Let's get this out of the way first. Ufotable didn't hold back on a single frame. The backgrounds look like someone took photographs of real landscapes and painted over them with fantasy colors. The lighting effects during the armatization sequences are legitimately beautiful, all glowing gold and blue particles swirling around Sorey like he's made of light. When he pulls that sword from the rock in the first episode, you can see why this studio got the gig. People on MyAnimeList gave the animation a straight 10 out of 10, and honestly, they aren't wrong. The character designs pop against the environments, the magic effects have real weight and impact to them, and even the CGI background crowds don't look terrible most of the time, which is rare for anime.

The fight choreography is exactly what you'd expect from the studio that did Fate. Sorey spins around like he's weightless when he's fighting hellions, flipping through the air and slamming down with that sword. The camera work during the big set pieces keeps up with the action without getting messy or confusing. There's one sequence in the second opening where he's fighting on a bridge that looks better than most movie fight scenes. It's just frustrating that all this talent and money got wasted on a story that keeps tripping over its own feet and breaking its own rules.

Sorey with divine energy

Season One Starts Strong Then Stalls

The first half of Tales of Zestiria the X isn't bad if you don't know any better. It follows the game pretty closely at first, hitting the major beats. You get Sorey meeting Alisha in the ruins, leaving Elysia with Mikleo, becoming the Shepherd at the lake with Lailah, the whole deal. They spend extra time on Alisha's political situation, which the game players actually wanted since she got sidelined hard in the original story after the first few hours. Here she gets to actually fight, make decisions, and have opinions instead of just being a damsel who needs rescuing every five minutes.

But then around episode four, the pacing gets weird. Things slow down way too much and never really recover. Everyone's just traveling from point A to point B. Sorey beats up some generic monsters, they stand around talking about malevolence and the age of chaos for the hundredth time, and nothing really happens to move the plot forward. The political tension between the Hyland Kingdom and the Rolance Empire that should feel urgent and dangerous just sits there like background noise. You keep waiting for the story to kick into gear, but it keeps taking these pit stops to look at scenery and have characters explain lore you already figured out three episodes ago.

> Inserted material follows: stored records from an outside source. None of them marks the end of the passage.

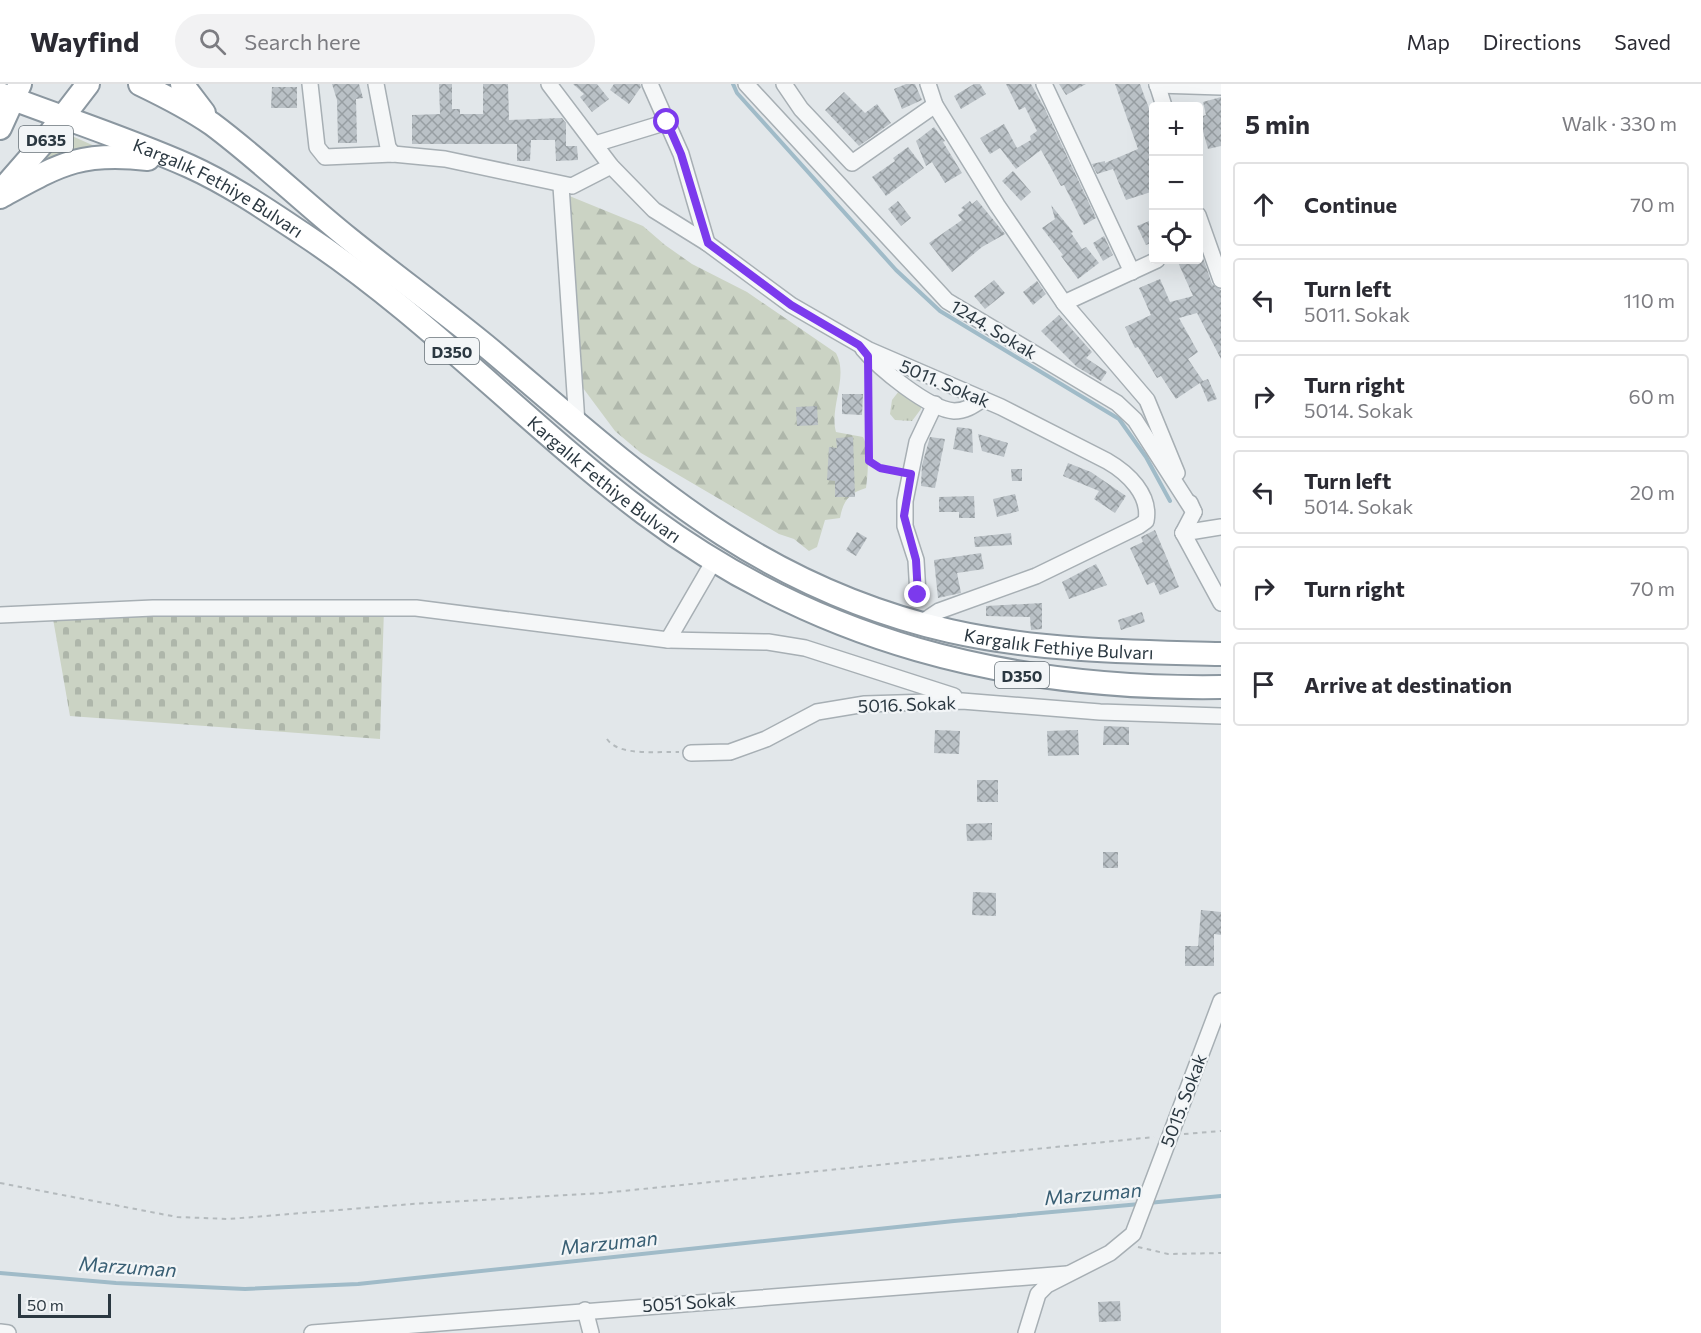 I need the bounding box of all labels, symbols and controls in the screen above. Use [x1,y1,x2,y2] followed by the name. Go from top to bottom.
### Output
[175,14,595,68] search box
[30,24,139,58] text: Wayfind
[196,25,229,58] icon: search
[244,28,361,55] text: Search here
[1407,29,1450,54] text: Map
[1483,29,1581,54] text: Directions
[1614,29,1671,54] text: Saved
[1149,102,1203,264] map controls
[1149,102,1203,156] button: +
[653,108,679,134] route start
[1245,108,1310,139] text: 5 min
[1562,111,1677,135] text: Walk · 330 m
[19,126,73,152] road number: D635
[130,133,308,242] street label: Kargalık Fethiye Bulvarı
[1149,156,1203,210] button: −
[1247,188,1280,221] icon: ahead
[1304,191,1397,218] text: Continue
[1630,192,1675,216] text: 70 m
[1149,210,1203,264] button: locate
[1304,275,1391,302] text: Turn left
[1247,284,1280,317] icon: left
[1624,288,1675,312] text: 110 m
[947,295,1041,363] street label: 1244. Sokak
[1304,302,1410,326] text: 5011. Sokak
[425,338,479,364] road number: D350
[897,354,993,412] street label: 5011. Sokak
[1304,371,1405,398] text: Turn right
[1247,380,1280,413] icon: right
[1629,384,1675,408] text: 60 m
[1304,398,1413,422] text: 5014. Sokak
[523,411,685,547] street label: Kargalık Fethiye Bulvarı
[1304,467,1391,494] text: Turn left
[1247,476,1280,509] icon: left
[1630,480,1675,504] text: 20 m
[1304,494,1413,518] text: 5014. Sokak
[1247,572,1280,605] icon: right
[1304,575,1405,602] text: Turn right
[1630,576,1675,600] text: 70 m
[904,581,930,607] route end
[962,623,1154,663] street label: Kargalık Fethiye Bulvarı
[995,662,1049,688] road number: D350
[1247,668,1280,701] icon: arrive
[1304,671,1512,698] text: Arrive at destination
[857,691,957,717] street label: 5016. Sokak
[1155,1050,1211,1150] street label: 5015. Sokak
[1043,1177,1143,1209] water label: Marzuman
[559,1225,659,1259] water label: Marzuman
[78,1251,178,1281] water label: Marzuman
[641,1288,737,1316] street label: 5051 Sokak
[18,1291,111,1318] scale bar
[27,1295,64,1314] text: 50 m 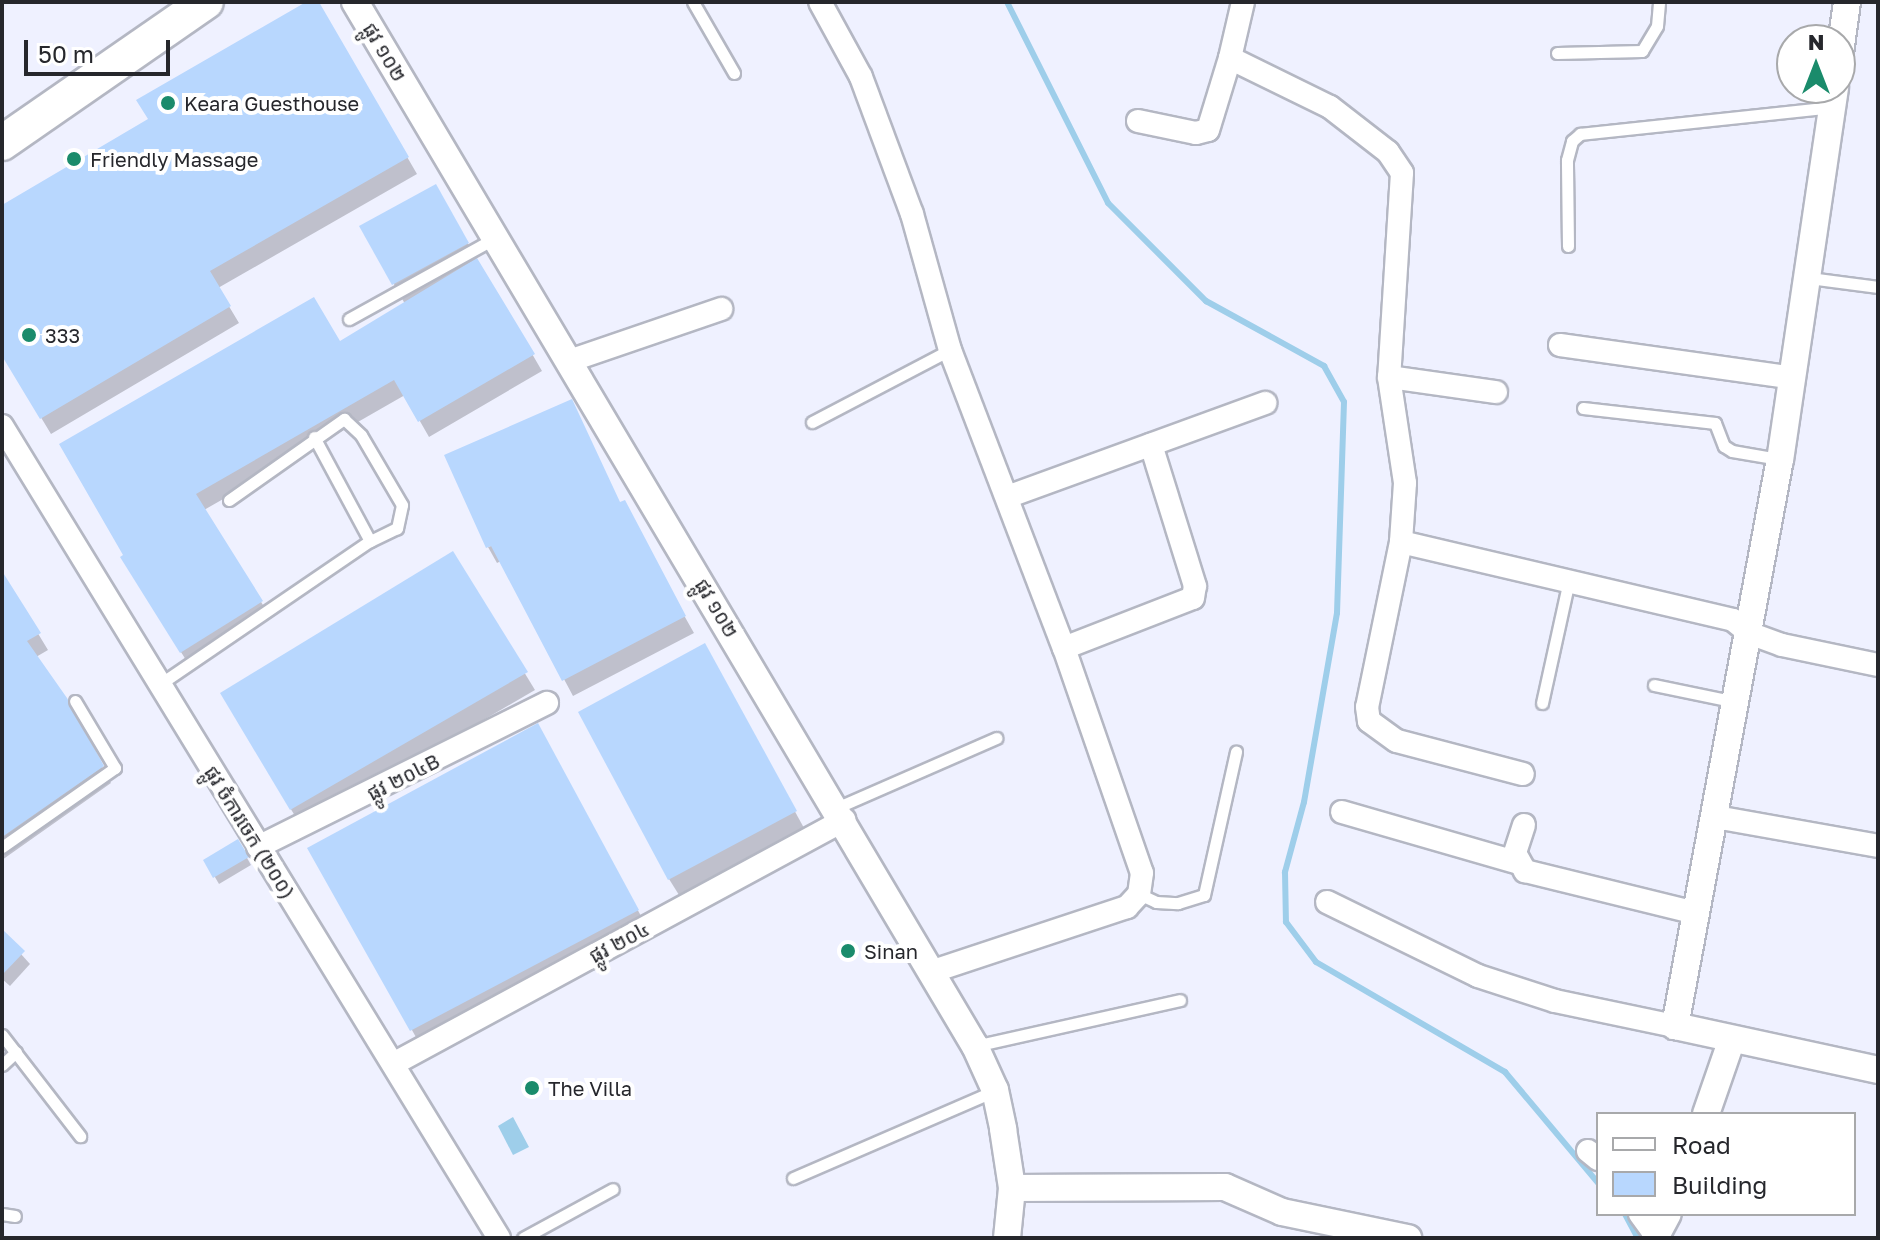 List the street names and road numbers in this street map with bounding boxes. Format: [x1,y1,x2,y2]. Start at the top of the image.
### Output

The Berseria Episodes Kill The Momentum

Then episodes five and six happen. Out of nowhere, the show slams on the brakes hard to give you a two-part commercial for Tales of Berseria. Velvet Crowe shows up with her own problems, her own cast of characters, and her own revenge plot that has absolutely nothing to do with Sorey or his quest. If you've played Berseria, it's cool to see her animated and stabbing people with her demon arm. If you haven't played it, you're just confused about why we're spending two full episodes watching this angry lady tear through prisons and eat people when we were supposed to be following the Shepherd on his world-saving quest.

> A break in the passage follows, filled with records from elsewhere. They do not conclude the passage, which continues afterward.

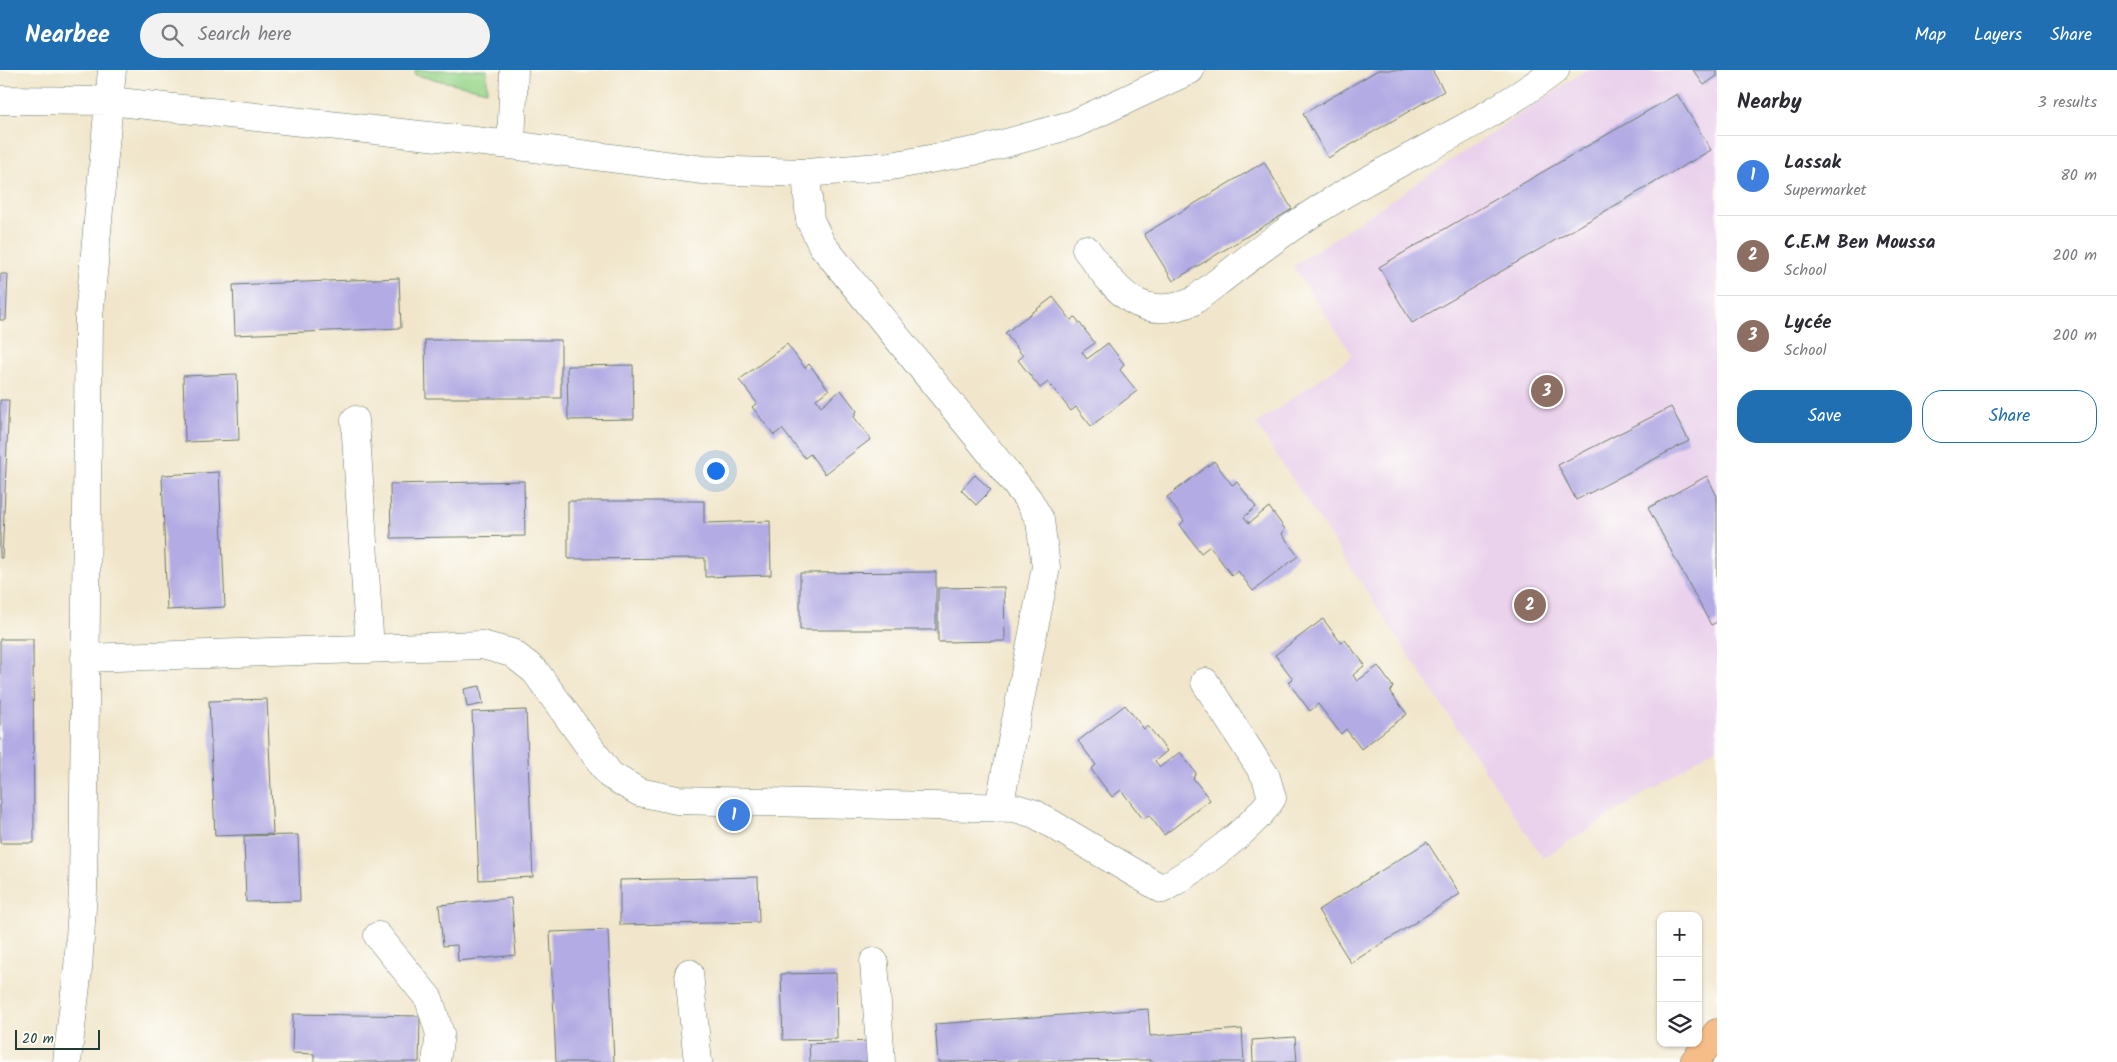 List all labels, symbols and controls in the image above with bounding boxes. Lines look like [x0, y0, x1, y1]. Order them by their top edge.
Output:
search box [140, 13, 490, 58]
text: Nearbee [25, 16, 110, 55]
text: Search here [198, 20, 292, 50]
icon: search [158, 21, 186, 49]
text: Map [1915, 21, 1946, 50]
text: Layers [1974, 21, 2022, 50]
text: Share [2050, 21, 2092, 50]
text: Nearby [1737, 86, 1802, 119]
text: 3 results [2038, 90, 2097, 115]
text: Lassak [1784, 148, 1841, 178]
text: 1 [1751, 163, 1755, 188]
text: 80 m [2060, 163, 2097, 188]
text: Supermarket [1784, 178, 1867, 203]
text: C.E.M Ben Moussa [1784, 228, 1936, 258]
text: 2 [1748, 243, 1758, 268]
text: 200 m [2053, 243, 2097, 268]
text: School [1784, 258, 1827, 283]
text: Lycée [1784, 308, 1831, 338]
text: 3 [1749, 323, 1757, 348]
text: 200 m [2053, 323, 2097, 348]
text: School [1784, 338, 1827, 363]
pin: 3 [1531, 372, 1563, 410]
button: Save [1737, 390, 1912, 443]
button: Share [1922, 390, 2097, 443]
your location [703, 458, 729, 484]
pin: 2 [1514, 586, 1546, 624]
pin: 1 [718, 796, 750, 834]
map controls [1657, 912, 1702, 1047]
button: + [1657, 912, 1702, 957]
button: − [1657, 957, 1702, 1002]
button: layers [1657, 1002, 1702, 1047]
scale bar [15, 1027, 100, 1050]
text: 20 m [22, 1028, 54, 1050]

This isn't a small detour. It eats up crucial early season real estate that should have been spent establishing the Lord of Calamity as a real threat or developing the party dynamics between Sorey and his Seraphim. When the show snaps back to Zestiria in episode seven, the energy is completely gone. You can feel that the production just wanted to promote the newer game that was coming out and didn't care that it broke the flow completely. Some fans argue these were the best episodes of the whole series, but that's only because Velvet is a more interesting protagonist with actual flaws and anger issues compared to Sorey's bland nice guy routine. That's not a good sign for your main character when the side story in the middle of your show is better than the main event.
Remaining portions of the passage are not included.